_PROBLEM STATEMENT_: Write out the entries below exactly. End with the line that contains "height:21px; margin:-10.5px; padding:0".

_DATA FOR THIS EXERCISE_:
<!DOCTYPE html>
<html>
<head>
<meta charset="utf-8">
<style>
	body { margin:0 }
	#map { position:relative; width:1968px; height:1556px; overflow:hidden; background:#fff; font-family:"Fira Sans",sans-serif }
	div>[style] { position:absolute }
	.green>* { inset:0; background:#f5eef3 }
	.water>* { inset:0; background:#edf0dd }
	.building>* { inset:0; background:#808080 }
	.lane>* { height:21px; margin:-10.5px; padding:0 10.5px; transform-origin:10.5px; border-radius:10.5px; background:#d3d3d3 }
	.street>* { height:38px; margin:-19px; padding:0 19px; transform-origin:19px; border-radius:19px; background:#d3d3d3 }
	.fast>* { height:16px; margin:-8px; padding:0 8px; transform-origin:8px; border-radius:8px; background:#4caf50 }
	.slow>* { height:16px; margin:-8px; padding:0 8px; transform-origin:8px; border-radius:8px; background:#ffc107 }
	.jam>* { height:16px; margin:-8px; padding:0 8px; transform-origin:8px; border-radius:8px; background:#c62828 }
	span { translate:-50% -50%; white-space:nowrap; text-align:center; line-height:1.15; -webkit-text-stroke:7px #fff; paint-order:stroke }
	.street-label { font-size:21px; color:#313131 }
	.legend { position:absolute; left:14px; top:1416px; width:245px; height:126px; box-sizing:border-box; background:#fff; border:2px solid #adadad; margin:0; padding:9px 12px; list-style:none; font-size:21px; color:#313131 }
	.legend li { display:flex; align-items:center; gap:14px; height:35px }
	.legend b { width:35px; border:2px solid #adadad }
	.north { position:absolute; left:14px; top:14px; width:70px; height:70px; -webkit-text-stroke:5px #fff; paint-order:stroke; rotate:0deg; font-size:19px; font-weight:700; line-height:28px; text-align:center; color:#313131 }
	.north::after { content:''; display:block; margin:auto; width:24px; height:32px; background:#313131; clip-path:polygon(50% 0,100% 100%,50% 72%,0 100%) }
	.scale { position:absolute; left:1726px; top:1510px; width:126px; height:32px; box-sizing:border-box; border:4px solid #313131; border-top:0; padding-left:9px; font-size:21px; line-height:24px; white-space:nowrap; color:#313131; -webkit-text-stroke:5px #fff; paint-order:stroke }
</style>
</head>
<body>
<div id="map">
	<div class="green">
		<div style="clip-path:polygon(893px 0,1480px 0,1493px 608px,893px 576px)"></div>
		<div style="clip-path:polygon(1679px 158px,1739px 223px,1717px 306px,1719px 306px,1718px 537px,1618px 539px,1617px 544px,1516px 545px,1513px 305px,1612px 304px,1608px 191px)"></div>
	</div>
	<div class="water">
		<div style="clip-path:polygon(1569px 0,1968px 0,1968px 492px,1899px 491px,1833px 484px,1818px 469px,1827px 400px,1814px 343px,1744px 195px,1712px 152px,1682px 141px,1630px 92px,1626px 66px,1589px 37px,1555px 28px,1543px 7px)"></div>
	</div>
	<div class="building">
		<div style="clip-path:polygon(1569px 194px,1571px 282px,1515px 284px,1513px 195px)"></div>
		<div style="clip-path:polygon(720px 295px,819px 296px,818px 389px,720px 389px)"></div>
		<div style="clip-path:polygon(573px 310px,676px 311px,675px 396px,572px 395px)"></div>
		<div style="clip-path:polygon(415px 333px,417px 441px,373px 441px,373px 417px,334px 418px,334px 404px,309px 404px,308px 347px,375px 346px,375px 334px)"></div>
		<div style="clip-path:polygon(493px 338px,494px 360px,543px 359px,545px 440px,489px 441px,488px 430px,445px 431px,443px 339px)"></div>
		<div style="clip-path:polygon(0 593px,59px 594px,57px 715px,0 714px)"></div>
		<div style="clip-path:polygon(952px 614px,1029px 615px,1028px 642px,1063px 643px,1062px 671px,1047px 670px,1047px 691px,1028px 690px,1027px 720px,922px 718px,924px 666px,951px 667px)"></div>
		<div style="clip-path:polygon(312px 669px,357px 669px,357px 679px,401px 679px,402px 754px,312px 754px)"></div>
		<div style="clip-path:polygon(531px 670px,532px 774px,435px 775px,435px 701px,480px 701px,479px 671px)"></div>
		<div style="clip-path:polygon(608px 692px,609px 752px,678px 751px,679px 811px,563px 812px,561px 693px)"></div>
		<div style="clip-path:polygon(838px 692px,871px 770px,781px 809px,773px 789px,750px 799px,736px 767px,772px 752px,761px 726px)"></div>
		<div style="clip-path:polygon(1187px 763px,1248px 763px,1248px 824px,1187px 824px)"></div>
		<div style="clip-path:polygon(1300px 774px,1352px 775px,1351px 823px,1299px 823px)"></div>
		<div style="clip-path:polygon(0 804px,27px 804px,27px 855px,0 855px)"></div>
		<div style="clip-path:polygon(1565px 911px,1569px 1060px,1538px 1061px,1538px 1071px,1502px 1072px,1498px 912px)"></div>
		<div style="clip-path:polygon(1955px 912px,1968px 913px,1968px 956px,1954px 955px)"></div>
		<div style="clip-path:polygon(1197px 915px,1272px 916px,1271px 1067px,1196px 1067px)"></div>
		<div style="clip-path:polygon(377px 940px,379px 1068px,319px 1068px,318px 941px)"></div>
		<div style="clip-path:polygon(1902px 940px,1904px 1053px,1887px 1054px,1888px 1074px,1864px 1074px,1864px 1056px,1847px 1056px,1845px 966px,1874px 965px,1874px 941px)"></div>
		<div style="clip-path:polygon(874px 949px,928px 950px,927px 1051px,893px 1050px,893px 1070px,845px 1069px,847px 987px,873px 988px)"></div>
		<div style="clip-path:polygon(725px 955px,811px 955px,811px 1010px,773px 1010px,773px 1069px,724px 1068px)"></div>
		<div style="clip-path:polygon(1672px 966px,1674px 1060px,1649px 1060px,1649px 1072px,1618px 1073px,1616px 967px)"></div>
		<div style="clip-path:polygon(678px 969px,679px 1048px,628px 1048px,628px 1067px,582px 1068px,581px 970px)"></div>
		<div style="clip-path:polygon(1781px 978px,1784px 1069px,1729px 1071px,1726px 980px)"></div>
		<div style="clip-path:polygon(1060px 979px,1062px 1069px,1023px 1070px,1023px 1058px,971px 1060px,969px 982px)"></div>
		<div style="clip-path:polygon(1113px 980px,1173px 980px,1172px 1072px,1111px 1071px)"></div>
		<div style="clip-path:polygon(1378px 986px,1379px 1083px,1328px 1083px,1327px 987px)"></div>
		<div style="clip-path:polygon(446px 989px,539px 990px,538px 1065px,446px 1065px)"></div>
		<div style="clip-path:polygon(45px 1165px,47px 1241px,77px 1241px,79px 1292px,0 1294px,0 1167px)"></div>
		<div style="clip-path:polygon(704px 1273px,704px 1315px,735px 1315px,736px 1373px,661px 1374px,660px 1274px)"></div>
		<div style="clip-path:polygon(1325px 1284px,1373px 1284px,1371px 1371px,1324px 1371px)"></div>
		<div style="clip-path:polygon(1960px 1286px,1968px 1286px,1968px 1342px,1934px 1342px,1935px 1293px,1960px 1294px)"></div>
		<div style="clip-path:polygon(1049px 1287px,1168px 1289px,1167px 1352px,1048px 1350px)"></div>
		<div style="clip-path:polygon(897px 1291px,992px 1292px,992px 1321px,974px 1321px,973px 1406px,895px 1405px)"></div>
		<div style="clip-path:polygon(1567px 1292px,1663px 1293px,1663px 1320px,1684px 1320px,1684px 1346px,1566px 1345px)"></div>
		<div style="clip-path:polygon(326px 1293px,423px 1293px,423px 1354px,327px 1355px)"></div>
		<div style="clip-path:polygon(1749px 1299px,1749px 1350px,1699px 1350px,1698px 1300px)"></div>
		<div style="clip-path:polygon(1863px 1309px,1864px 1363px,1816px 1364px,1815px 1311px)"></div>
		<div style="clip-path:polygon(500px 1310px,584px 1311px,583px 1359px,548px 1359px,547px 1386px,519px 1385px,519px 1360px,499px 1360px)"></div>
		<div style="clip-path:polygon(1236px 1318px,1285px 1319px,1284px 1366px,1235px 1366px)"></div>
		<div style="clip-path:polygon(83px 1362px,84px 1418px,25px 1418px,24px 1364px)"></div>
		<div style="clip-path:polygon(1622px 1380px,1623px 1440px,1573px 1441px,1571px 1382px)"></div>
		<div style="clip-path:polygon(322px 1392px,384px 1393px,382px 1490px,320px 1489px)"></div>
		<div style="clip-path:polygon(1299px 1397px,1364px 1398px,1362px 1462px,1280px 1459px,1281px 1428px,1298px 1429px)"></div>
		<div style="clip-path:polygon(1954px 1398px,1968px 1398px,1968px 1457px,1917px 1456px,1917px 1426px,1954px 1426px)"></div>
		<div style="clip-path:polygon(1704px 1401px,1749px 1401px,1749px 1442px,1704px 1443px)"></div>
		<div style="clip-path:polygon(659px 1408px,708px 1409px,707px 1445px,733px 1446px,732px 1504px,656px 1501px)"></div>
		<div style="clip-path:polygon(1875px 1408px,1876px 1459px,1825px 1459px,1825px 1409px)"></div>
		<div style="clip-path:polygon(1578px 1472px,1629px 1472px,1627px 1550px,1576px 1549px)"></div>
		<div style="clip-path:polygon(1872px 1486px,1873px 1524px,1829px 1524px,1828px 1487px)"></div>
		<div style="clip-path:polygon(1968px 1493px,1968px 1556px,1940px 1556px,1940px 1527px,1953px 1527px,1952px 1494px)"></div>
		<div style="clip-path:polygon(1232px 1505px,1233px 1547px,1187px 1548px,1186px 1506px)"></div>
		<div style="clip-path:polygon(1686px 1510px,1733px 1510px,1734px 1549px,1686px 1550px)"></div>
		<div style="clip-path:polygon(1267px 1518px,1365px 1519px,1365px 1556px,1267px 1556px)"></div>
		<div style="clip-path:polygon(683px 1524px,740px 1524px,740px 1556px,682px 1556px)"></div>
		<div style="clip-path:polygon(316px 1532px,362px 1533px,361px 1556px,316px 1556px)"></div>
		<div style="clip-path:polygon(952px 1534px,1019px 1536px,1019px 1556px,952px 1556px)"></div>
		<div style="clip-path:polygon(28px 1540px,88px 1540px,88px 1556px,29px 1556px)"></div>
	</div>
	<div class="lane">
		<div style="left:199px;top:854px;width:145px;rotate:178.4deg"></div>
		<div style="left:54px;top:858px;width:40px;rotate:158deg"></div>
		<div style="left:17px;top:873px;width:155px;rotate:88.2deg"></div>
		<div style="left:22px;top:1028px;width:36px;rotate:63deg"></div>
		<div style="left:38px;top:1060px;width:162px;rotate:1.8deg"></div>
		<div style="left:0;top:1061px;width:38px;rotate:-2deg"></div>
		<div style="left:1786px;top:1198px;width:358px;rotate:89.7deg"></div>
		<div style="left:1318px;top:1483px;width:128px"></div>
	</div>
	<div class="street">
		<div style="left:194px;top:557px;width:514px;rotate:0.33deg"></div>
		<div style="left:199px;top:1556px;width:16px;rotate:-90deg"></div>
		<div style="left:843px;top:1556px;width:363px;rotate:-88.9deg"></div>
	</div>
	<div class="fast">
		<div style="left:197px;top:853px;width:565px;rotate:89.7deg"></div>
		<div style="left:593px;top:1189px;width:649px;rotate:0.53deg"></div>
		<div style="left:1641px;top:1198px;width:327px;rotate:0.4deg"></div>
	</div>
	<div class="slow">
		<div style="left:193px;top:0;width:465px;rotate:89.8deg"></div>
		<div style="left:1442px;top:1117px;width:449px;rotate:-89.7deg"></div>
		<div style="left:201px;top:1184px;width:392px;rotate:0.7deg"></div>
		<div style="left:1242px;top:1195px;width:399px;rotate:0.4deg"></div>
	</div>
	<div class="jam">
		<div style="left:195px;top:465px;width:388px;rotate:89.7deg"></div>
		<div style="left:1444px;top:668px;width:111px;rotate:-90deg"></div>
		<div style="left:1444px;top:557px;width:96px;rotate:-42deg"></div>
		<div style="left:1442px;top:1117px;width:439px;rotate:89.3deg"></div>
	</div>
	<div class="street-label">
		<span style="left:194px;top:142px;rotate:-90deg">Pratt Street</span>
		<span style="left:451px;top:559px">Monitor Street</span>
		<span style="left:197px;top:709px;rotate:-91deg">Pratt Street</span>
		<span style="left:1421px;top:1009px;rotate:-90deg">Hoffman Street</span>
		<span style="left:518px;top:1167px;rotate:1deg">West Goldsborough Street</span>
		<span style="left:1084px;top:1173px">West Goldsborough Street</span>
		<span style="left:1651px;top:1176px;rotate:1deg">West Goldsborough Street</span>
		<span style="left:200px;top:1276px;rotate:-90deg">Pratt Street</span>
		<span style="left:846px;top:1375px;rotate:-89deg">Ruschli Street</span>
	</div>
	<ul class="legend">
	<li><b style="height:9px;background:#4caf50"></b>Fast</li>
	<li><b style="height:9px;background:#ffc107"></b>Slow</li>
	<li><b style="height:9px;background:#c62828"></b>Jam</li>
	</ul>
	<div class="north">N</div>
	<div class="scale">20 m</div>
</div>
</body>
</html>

_ANSWER TO THE EXERCISE_:
<!DOCTYPE html>
<html>
<head>
<meta charset="utf-8">
<style>
	body { margin:0 }
	#map { position:relative; width:1968px; height:1556px; overflow:hidden; background:#fff; font-family:"Fira Sans",sans-serif }
	div>[style] { position:absolute }
	.green>* { inset:0; background:#f5eef3 }
	.water>* { inset:0; background:#edf0dd }
	.building>* { inset:0; background:#808080 }
	.lane>* { height:21px; margin:-10.5px; padding:0 10.5px; transform-origin:10.5px; border-radius:10.5px; background:#d3d3d3 }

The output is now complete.